ISLAMABAD - Command of al-Qaeda will be taken over by a select handful of leaders who had been chosen in advance of the death of Osama bin Laden, who was killed on Monday morning in a strike by Pakistani and American special forces on a compound in Abbottabad, about 65 kilometers north of the Pakistani capital Islamabad.
The death of the 54-year-old Bin Laden, who had a US$50 million reward on his head, is also likely to mark the beginning of a shift of the war theater from Afghanistan to Pakistan, al-Qaeda insiders tell Asia Times Online.
Asia Times Online contacts in the North Waziristan tribal area - a militant hotbed - confirmed that several meetings had already been convened in the town of Mir Ali to formulate strategies. They all confirmed an immediate and fierce retaliation against Pakistan and the breaking up of all ceasefire agreements with the Pakistan military.
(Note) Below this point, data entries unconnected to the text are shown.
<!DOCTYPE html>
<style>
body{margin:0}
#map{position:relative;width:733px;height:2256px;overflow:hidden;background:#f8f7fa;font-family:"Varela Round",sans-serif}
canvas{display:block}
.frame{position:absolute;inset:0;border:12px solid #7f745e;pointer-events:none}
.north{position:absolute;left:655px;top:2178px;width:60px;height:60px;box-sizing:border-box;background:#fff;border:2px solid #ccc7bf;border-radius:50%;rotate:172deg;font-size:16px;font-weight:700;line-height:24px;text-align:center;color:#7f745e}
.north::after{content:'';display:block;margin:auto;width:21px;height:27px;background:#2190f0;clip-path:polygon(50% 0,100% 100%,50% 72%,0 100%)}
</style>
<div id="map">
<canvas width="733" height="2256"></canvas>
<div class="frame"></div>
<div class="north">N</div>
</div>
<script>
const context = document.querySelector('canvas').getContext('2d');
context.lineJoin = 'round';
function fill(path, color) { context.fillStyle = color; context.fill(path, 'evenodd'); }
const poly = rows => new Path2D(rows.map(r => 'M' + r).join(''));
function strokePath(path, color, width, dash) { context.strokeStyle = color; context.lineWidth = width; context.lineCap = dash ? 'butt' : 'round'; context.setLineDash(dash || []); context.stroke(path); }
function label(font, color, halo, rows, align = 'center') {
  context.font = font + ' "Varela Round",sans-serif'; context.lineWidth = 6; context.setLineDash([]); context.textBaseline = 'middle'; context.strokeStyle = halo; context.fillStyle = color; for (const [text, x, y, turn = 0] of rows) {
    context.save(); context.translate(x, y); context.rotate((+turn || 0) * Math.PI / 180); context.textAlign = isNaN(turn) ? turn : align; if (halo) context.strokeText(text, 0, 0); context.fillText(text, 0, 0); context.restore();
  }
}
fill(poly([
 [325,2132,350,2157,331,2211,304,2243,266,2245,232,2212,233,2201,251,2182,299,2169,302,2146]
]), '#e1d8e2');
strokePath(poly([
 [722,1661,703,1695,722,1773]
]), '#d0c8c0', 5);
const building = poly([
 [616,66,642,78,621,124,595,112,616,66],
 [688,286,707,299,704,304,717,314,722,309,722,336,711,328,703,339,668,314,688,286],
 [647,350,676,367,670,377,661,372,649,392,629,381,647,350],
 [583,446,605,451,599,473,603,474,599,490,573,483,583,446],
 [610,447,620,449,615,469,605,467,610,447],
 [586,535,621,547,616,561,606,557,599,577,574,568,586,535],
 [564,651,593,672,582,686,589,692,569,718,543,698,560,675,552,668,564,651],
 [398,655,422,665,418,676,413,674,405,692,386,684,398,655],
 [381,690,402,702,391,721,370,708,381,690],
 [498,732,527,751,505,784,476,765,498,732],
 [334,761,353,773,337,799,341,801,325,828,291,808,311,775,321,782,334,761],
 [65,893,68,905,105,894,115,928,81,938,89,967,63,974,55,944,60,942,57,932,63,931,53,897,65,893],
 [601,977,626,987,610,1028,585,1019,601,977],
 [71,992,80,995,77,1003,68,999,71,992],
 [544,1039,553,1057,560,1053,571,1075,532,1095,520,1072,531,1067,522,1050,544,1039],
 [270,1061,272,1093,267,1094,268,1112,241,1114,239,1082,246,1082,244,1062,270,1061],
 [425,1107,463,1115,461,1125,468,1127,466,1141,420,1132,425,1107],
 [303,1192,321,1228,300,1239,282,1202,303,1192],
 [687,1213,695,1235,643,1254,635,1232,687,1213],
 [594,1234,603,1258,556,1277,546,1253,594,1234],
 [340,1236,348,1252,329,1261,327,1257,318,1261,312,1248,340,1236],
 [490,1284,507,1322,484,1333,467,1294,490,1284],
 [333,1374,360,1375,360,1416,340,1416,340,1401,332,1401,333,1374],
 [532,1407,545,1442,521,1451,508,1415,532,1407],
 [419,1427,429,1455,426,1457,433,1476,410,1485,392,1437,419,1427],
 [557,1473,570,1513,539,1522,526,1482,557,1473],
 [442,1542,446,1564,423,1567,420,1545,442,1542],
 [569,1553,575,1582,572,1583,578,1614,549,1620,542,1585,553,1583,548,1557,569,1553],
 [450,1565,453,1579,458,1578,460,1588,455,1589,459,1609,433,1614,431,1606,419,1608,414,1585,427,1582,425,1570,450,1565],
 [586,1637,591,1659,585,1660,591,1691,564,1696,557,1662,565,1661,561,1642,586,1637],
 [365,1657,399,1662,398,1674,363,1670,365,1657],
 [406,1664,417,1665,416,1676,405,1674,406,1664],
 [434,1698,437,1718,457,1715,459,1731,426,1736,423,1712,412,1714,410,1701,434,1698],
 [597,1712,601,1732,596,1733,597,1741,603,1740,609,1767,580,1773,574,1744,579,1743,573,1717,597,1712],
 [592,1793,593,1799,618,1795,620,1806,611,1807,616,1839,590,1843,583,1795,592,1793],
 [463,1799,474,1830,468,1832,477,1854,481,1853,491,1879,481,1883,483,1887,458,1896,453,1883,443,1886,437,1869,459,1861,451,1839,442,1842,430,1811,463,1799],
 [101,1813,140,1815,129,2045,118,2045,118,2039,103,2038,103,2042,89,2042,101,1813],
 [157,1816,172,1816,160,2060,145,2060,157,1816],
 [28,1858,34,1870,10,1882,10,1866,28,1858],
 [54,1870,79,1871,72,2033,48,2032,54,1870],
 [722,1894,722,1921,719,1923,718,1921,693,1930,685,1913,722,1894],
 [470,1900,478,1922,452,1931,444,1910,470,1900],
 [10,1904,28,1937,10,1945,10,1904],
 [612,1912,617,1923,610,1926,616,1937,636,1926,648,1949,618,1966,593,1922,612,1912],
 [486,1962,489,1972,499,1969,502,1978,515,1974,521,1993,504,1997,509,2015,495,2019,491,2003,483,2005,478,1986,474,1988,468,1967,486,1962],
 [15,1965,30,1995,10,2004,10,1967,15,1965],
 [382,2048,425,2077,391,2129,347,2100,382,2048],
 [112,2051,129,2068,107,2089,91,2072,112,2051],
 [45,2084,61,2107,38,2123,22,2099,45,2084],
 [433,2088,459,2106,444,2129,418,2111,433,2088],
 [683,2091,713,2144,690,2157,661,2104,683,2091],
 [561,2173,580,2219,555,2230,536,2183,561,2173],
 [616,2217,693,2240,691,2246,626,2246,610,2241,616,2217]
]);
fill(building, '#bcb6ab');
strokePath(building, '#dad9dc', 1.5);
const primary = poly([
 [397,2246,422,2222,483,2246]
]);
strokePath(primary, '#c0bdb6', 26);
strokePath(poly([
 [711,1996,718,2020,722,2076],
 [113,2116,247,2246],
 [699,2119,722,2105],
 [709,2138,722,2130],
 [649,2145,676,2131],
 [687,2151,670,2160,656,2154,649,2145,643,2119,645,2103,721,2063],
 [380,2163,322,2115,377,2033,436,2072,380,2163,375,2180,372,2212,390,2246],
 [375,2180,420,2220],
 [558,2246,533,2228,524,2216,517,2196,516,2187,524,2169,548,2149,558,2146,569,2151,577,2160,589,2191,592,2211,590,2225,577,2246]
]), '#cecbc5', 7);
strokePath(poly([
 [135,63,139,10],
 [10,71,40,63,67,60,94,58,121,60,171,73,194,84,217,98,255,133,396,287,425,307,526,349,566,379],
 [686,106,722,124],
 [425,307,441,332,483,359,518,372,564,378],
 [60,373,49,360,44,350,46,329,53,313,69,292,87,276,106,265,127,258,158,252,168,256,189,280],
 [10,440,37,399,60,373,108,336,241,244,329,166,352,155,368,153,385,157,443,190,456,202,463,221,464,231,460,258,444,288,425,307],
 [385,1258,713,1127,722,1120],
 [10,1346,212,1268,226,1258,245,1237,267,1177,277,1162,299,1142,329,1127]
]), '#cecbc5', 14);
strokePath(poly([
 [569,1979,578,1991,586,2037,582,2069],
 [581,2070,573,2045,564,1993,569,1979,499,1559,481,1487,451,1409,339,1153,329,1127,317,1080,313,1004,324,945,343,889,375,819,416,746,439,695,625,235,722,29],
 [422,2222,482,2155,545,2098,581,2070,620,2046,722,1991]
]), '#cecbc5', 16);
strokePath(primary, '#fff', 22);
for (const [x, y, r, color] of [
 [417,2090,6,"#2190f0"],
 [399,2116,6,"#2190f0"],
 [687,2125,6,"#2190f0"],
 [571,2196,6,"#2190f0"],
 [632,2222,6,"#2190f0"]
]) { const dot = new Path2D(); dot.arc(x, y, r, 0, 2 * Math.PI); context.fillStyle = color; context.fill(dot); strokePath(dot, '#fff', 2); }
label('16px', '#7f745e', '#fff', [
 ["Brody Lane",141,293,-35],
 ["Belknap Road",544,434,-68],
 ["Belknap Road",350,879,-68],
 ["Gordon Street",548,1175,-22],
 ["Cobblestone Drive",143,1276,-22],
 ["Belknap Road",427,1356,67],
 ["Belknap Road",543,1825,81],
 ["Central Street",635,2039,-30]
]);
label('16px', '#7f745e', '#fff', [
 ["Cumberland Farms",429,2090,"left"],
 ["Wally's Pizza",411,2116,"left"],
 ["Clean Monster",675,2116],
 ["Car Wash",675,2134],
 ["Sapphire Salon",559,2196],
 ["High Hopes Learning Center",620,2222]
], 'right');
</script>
The US had been on Bin Laden's trail ever since he fled Afghanistan when American forces invaded the country in 2001 to oust the Taliban in retaliation for the September 11, 2001, attacks on New York and Washington; Bin Laden and al-Qaeda planned the attacks while guests of the Taliban.
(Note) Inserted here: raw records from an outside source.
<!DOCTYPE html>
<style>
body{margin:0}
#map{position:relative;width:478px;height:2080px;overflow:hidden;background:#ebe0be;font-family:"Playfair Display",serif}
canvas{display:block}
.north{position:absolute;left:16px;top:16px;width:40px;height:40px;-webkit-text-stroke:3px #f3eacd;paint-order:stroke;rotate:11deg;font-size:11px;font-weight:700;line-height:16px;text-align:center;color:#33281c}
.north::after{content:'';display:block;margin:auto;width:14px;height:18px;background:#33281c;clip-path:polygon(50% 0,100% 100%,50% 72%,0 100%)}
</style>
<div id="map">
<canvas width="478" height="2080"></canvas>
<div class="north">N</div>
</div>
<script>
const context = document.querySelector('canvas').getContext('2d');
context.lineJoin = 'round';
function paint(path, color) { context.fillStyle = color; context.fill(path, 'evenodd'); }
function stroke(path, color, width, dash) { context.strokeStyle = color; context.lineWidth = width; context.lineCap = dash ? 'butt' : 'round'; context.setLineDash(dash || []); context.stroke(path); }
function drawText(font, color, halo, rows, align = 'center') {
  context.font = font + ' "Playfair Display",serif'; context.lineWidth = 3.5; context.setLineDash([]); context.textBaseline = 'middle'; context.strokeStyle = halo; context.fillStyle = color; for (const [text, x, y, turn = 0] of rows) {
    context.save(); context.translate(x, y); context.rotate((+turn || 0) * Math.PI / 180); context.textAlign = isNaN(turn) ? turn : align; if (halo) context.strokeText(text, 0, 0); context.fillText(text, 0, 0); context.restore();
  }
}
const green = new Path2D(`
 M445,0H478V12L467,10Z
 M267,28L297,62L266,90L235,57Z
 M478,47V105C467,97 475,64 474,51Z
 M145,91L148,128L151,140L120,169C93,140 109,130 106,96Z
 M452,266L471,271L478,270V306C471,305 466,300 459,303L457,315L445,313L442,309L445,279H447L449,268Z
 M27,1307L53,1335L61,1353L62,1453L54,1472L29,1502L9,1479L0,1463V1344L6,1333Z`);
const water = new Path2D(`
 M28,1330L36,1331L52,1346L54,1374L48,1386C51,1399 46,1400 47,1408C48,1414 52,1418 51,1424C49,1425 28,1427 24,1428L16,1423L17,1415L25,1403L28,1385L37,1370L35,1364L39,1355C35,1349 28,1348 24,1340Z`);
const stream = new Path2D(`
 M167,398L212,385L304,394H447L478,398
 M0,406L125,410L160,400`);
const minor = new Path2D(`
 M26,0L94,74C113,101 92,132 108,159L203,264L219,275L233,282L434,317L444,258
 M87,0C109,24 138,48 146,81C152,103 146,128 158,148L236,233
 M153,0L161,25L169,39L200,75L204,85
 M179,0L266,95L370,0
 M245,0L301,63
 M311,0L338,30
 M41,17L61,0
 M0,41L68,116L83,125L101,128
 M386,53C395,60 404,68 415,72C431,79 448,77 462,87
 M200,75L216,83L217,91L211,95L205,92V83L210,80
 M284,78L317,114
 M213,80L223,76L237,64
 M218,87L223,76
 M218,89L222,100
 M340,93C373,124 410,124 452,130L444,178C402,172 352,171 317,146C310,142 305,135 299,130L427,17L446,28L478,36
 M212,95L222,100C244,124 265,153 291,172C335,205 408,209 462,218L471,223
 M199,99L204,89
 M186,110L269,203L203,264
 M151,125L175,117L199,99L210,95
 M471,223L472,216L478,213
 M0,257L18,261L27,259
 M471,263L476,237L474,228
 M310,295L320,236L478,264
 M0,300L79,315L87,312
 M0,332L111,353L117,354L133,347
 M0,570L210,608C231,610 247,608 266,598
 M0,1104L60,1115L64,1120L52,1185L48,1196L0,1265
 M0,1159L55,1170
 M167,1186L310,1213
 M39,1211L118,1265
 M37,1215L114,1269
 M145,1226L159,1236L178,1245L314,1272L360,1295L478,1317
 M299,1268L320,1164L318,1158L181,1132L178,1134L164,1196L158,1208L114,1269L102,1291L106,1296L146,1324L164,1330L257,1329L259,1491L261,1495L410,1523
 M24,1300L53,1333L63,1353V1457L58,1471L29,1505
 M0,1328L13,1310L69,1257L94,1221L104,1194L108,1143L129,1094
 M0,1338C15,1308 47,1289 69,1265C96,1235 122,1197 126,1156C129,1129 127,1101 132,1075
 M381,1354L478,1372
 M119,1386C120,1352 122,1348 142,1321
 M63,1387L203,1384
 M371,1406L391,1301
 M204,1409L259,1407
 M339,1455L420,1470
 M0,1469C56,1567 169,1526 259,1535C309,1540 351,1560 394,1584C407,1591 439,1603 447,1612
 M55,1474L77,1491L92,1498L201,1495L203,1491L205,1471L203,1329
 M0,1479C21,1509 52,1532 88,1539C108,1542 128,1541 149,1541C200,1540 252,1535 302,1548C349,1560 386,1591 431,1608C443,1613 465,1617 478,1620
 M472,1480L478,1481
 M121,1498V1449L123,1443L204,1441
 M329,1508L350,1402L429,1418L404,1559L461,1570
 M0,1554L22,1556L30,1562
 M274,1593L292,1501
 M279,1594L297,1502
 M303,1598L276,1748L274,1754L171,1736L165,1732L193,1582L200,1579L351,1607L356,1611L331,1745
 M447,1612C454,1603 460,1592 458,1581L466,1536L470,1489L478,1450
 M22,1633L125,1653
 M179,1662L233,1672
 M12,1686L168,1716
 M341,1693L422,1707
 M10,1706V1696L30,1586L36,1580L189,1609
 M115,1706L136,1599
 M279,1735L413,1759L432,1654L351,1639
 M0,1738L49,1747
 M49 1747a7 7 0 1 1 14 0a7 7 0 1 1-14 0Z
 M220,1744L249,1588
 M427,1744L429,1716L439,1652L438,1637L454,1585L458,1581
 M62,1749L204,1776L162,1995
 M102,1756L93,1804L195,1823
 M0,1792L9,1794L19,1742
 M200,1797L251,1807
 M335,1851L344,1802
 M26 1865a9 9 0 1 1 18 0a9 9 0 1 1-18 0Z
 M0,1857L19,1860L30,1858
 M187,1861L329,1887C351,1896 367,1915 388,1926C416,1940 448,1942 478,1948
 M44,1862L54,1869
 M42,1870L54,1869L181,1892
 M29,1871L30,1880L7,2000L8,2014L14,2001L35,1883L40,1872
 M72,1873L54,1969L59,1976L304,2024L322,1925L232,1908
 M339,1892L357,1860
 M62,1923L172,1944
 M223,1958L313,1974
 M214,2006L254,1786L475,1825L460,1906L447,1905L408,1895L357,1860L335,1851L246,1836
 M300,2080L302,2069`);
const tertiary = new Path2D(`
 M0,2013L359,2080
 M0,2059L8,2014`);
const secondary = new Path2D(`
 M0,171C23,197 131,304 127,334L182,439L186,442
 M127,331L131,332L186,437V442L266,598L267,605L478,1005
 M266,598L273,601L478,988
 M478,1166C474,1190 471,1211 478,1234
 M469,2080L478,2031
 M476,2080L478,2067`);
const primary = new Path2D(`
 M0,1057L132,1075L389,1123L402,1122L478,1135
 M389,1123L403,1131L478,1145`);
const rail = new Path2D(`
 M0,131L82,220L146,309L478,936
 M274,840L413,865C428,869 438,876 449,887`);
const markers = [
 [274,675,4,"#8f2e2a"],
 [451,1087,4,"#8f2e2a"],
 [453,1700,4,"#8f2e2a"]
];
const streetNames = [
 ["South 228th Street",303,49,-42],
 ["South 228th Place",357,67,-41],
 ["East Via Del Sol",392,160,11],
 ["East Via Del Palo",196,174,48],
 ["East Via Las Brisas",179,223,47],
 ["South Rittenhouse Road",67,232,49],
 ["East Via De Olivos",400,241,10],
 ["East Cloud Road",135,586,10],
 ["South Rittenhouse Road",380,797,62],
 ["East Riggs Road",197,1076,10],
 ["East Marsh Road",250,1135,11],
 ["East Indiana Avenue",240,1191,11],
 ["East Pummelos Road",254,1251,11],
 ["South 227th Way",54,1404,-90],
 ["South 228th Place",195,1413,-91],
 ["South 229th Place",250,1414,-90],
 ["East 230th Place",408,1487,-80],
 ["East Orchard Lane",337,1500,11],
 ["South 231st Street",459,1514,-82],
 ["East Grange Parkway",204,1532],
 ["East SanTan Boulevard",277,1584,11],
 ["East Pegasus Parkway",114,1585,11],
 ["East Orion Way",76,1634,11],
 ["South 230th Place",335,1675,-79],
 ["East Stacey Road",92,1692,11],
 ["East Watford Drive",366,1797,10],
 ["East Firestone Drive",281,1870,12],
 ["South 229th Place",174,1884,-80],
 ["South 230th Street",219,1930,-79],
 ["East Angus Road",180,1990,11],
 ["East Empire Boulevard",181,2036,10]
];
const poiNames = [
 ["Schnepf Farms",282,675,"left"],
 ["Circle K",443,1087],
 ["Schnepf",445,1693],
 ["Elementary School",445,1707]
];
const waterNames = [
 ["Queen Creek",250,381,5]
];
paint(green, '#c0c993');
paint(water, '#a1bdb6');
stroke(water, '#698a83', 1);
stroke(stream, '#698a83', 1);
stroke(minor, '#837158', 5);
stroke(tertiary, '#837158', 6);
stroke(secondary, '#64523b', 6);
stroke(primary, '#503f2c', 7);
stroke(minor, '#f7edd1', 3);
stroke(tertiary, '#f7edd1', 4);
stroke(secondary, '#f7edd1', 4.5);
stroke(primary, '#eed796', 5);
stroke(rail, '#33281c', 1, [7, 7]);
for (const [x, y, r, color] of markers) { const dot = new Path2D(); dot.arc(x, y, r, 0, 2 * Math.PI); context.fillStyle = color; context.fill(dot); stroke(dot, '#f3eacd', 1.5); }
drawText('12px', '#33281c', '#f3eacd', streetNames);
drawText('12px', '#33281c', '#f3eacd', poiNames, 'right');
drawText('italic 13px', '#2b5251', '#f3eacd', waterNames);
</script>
"I can report to the American people and to the world, that the US has conducted an operation that killed Osama bin Laden," President Barack Obama, also the US commander-in-chief, said from the White House. "After a firefight, they killed Osama bin Laden and took custody of his body," Obama said. "The death of bin Laden marks the most significant achievement to date in our nation's efforts to defeat al-Qaeda."